(Stored data)
========================

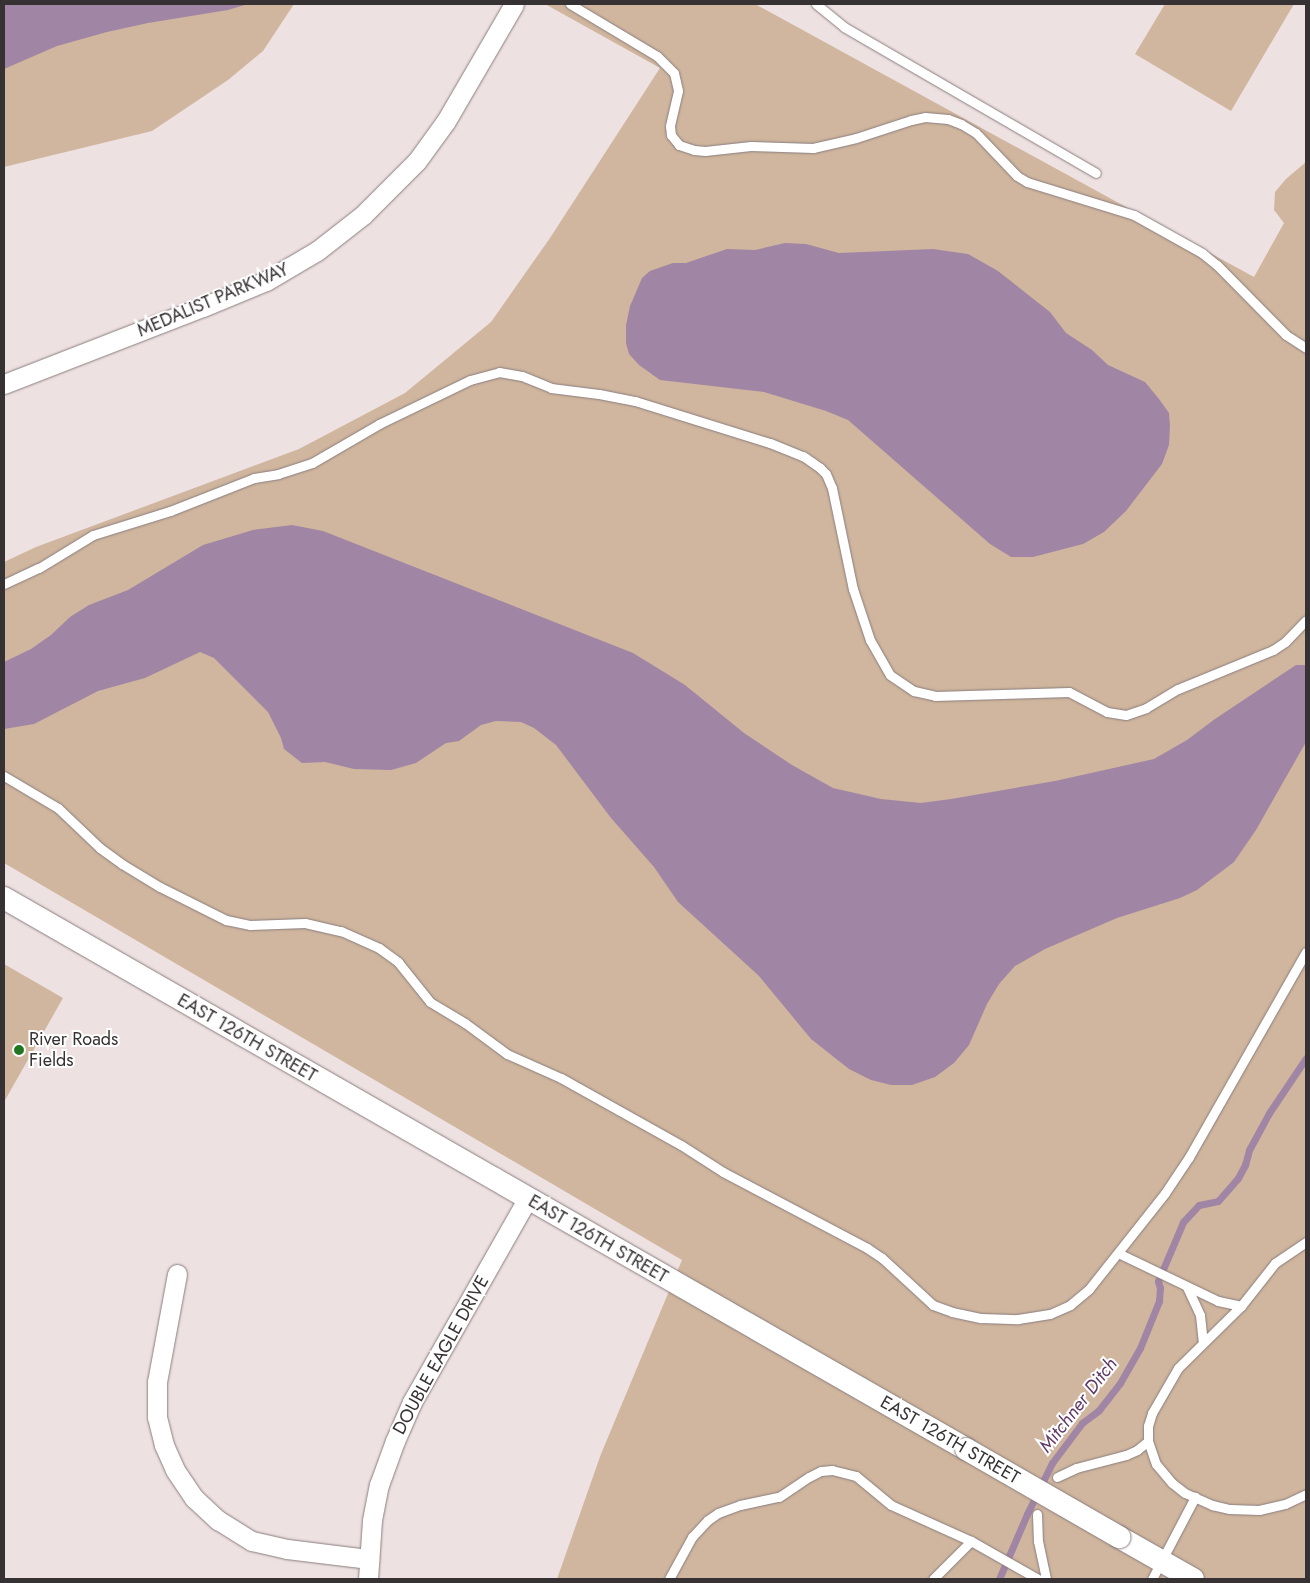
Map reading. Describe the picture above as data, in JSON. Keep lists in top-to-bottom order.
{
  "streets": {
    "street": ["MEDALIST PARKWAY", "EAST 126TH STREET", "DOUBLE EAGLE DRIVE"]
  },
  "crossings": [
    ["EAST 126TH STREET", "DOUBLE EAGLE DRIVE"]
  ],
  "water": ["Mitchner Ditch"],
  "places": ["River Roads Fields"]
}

========================

• Problem to solve
Nothing but the records themselves, exact and complete, should be returned; leave the pictures out.

• Completed exercise
Map reading. Describe the picture above as data, in JSON. Keep lists in top-to-bottom order.
{
  "streets": {
    "street": ["MEDALIST PARKWAY", "EAST 126TH STREET", "DOUBLE EAGLE DRIVE"]
  },
  "crossings": [
    ["EAST 126TH STREET", "DOUBLE EAGLE DRIVE"]
  ],
  "water": ["Mitchner Ditch"],
  "places": ["River Roads Fields"]
}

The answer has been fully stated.